Hugo Chavez, the Venezuelan president, calls on Spanish owners to begin negotiations.
The decrees met with opposition from Fedecamaras, the Venezuelan federation of chambers of commerce.
Jose Manuel Gonzalez, a business chamber leader of Fedecamaras, said: “We ask the president: Why does he fear democracy?”
He said that the package of laws included socialist concepts that voters rejected last year as part of a proposed overhaul of Venezuela’s constitution.
“We are sure that this is nothing more than imposing the reform project that was rejected in December,” Gonzalez said.
Ramon Carrizalez, the country’s vice president, denied it.
“There are things that can be done without the necessity of reforming the constitution,” he said.
Chavez said the new laws would fight speculation and provide optimum control of products, with the greater participation of producers.
Under one of the new laws, food retailers or distributors caught skirting government-imposed price controls or hoarding products would be punished with up to six years in prison.
Business owners who refuse to produce, import, transport or sell “items of basic necessity” would face up to 10 years in jail.
The decree also allows the government to “restrict or prohibit the import, export, distribution, exchange or sale” of certain foods or agricultural products and “take over distribution activities when considered necessary”.

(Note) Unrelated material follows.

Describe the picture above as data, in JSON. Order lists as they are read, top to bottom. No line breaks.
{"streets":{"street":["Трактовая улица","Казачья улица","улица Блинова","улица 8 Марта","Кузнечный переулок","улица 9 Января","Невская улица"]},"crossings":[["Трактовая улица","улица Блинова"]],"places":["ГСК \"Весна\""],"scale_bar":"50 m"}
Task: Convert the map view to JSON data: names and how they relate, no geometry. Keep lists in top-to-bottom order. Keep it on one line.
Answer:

Other measures increase state control over commerce, services and publicity. Businesses that violate the new rules could face fines or indefinite closure.

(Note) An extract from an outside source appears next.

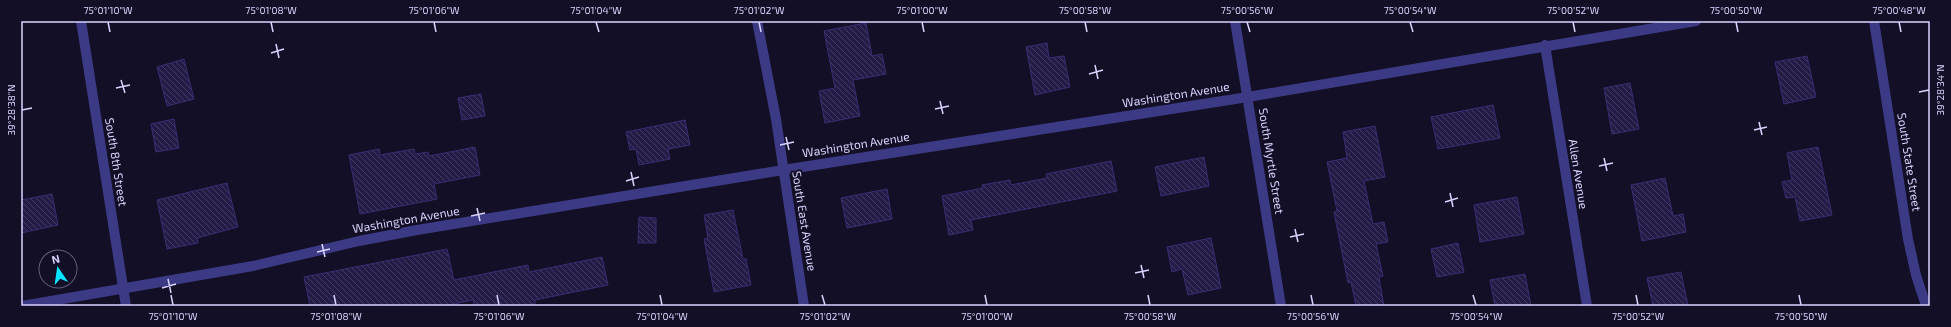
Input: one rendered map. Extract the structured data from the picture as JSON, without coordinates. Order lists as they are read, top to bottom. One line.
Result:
{"streets":{"street":["Washington Avenue","South Myrtle Street","South 8th Street","South State Street","Allen Avenue","South East Avenue"]},"crossings":[["Washington Avenue","South Myrtle Street"],["Washington Avenue","South 8th Street"],["Washington Avenue","Allen Avenue"],["Washington Avenue","South East Avenue"]],"north":"top","coordinates":["75°01'10\"W","75°01'08\"W","75°01'06\"W","75°01'04\"W","75°01'02\"W","75°01'00\"W","75°00'58\"W","75°00'56\"W","75°00'54\"W","75°00'52\"W","75°00'50\"W","75°00'48\"W","39°28'34\"N","39°28'38\"N"]}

On Friday, Chavez announced plans to nationalise Banco de Venezuela, a private bank belonging to Spain’s Grupo Santander.
Jorge Botti, an economist who heads a Fedecamaras committee studying the impact of government policy on the private sector, said: “The government believes it can advance toward a centralised, state-run economic system, but that’s going to cause more conflict with the business community”.
Chavez’s push towards “21st century socialism” has been criticised by business leaders and opposition politicians, but many of his policies aimed at using oil wealth to help the poorer sections of society have been welcomed by the those who have benefitted.
The decree creating a new National Bolivarian Militia – a branch of the military consisting of civilian volunteers who will help neighborhood-based communal councils establish “defence committees” – also came in for criticism.
Fernando Ochoa, a former defence minister, said that the groups could closely resemble Cuba’s Committees for the Defence of the Revolution, which encourage citizens to watch for “counterrevolutionary” activities.
The communal councils were set up by Chavez in an effort to encourage the involvement of Venezuela’s poorer communities in participatory democracy. They oversee policies and projects working towards community development.